NEWS PHOTO Cypress County Reeve Dan Hamilton pictured at the county offices in Dunmore on January 21, 2020.
Cypress County has not seen a major increase in unpaid property tax bill from oilpatch companies, Reeve Dan Hamilton told the News on Tuesday, a day after reports that bills had ballooned across the province.
Hamilton does however, say the county is keeping a close eye on revenue, budgets and how the province is handling a tax review of “linear” property, like wells and pipelines, and which provides more than half the county’s tax revenue.
“Fortunately we don’t have a lot of unpaid property tax,” said Hamilton. “We haven’t got any definite (regarding the assessment review), but council is always looking at where we are going and what we’re doing. We’ve tried to maintain the same level of service that we’ve always given our ratepayers. That’s our focus.”
Hamilton said final figures from the 2019 tax season (which ended in mid-November) where not available. The two largest accounts though, are keeping pace with a special payment plan devised in the fall.
However, the assessment base, which determines taxation levels and bills, will likely be in flux until at least 2021.
That situation, according to a lobby group made up of counties and municipal districts, is putting heavy strain on rural communities.
“If Alberta’s property tax system is not amended to prevent oil and gas companies from refusing to pay property taxes, many rural municipalities will struggle to remain viable,” said Al Kemmere, president of RMA.
The Rural Municipalities of Alberta announced on Monday that unpaid tax bills, now totalling $173 million for its 69 members, are up from $81 million in 2019. Recent court rulings have put municipalities behind secured creditors and well abandonment needs for bankrupt companies.
Uncertainty from the province on tax system is aggravating the situation, Kemmere stated in a release.
“Municipalities … need similar support from government and industry to remain viable and serve rural Alberta’s businesses and residents,” it read.
Cypress County budgeted to collect a grand total of $22.4 million in tax revenue in 2019, including $12 million from linear assessment property (wells, pipelines and power lines).
Last year in June, Alberta Municipal Affairs announced it would provide $24 million to municipalities that cancelled the education portion on bills for some shallow natural gas wells and related pipelines.
That was to help stabilize losses for oilpatch companies until a review of how the wells are assessed takes place, assumedly leading to lower values and therefore lower bills if mill rates remained the same.
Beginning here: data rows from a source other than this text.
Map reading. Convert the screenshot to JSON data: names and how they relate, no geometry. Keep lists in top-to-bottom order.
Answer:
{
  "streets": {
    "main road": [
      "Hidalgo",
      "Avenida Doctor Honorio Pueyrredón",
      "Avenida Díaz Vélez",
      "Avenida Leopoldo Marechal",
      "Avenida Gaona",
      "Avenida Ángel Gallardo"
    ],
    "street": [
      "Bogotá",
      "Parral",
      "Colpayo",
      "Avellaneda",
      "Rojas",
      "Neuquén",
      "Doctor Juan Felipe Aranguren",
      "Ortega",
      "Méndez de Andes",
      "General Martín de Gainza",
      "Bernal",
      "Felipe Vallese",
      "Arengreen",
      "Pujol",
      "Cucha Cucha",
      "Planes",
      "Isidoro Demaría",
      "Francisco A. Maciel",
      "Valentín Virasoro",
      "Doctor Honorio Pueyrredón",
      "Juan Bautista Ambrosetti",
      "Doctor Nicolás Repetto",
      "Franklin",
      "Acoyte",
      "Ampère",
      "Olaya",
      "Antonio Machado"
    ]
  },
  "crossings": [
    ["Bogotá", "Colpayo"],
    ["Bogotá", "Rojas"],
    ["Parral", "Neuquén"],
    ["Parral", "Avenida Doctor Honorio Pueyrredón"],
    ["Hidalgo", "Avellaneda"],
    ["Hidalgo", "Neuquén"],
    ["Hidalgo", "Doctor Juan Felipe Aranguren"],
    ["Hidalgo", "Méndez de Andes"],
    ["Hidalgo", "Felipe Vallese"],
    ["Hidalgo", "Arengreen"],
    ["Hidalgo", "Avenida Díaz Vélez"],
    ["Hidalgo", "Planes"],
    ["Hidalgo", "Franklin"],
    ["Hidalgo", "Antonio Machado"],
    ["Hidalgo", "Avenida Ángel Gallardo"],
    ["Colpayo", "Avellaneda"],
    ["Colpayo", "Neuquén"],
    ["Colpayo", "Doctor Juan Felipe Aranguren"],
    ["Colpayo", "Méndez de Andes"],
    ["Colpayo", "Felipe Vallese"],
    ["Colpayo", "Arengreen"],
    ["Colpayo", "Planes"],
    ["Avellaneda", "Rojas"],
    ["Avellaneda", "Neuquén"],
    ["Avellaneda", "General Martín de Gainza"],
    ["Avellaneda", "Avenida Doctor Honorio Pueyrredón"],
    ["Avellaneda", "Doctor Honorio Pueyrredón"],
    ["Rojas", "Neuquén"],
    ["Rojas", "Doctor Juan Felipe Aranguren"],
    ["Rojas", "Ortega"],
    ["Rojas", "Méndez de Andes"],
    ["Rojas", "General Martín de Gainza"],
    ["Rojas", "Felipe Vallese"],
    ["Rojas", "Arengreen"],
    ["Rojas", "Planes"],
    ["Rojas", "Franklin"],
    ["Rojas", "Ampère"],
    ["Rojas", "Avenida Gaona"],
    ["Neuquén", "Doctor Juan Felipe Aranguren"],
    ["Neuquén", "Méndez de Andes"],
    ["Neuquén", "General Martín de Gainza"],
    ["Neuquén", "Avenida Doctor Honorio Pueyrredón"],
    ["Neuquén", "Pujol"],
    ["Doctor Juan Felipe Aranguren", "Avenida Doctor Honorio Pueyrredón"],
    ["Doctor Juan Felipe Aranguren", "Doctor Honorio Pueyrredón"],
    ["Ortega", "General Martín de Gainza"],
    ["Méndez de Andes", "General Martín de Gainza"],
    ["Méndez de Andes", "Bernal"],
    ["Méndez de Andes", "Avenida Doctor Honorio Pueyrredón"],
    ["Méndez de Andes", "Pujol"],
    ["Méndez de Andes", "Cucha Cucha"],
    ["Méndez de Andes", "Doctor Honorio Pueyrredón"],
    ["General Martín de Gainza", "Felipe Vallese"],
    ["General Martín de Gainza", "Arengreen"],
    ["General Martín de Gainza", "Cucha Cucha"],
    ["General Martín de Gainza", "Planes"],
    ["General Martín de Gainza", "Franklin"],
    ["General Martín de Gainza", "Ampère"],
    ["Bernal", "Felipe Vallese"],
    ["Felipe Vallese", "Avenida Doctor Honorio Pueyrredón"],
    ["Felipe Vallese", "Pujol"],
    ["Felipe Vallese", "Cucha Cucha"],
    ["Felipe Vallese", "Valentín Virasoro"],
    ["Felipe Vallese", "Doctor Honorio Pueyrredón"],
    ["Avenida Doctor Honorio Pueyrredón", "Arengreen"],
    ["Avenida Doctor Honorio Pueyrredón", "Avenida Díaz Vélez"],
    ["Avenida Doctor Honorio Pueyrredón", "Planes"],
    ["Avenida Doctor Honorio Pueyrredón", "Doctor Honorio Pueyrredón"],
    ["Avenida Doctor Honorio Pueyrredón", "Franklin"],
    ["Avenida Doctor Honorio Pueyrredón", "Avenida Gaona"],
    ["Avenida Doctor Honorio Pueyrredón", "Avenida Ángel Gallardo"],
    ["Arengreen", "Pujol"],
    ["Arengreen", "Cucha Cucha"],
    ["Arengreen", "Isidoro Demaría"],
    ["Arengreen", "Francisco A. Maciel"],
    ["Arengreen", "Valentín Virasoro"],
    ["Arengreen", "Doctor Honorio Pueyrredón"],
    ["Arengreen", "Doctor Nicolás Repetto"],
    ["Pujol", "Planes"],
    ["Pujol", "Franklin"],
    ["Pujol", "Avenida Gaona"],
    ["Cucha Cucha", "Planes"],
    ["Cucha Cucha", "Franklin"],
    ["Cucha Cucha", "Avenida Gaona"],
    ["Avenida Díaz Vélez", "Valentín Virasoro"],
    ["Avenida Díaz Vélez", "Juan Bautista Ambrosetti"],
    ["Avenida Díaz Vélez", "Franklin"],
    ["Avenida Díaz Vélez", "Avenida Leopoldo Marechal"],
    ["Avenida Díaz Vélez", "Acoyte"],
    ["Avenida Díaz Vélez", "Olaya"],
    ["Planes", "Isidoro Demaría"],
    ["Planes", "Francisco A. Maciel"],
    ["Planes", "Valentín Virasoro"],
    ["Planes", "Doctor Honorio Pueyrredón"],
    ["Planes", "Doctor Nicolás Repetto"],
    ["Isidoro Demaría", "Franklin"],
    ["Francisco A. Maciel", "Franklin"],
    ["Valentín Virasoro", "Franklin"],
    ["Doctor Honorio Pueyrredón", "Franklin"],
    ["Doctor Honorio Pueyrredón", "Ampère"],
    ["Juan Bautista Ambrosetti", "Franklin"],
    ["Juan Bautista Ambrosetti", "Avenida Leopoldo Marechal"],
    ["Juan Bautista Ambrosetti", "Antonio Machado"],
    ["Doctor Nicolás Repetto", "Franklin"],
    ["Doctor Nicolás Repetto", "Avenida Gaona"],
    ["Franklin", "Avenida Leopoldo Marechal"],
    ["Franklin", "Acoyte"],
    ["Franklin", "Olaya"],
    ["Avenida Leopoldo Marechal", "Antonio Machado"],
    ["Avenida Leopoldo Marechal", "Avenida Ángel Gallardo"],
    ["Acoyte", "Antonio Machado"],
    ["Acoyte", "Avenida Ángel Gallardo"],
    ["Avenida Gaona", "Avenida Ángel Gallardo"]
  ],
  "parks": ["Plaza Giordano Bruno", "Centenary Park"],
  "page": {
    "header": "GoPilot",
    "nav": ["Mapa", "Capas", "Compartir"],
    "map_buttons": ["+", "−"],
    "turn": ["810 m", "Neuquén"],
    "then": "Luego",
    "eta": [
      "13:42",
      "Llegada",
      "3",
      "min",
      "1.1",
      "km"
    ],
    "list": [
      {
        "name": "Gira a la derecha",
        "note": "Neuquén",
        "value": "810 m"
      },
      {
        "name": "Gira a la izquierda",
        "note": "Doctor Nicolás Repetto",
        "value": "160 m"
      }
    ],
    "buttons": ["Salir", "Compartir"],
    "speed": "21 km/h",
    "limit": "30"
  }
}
Cypress County’s share of the 2019 shallow gas program totalled $1.6 million – money that was remitted by the province under a program that calls for the 2020 shortfall to be made up by municipalities.
Swann protests ‘tax revolt’
In response, former Alberta Liberal Leader David Swann, the former chief medical officer for Medicine Hat, is set to announce that he is prepared to withhold paying his provincial tax this year to highlight the double standard.
A joint press conference is scheduled for Wednesday with the Alberta Liabilities Disclosure Project, a group that argues the energy sector is not doing enough to meet its responsibility related to taxation and well-abandonment.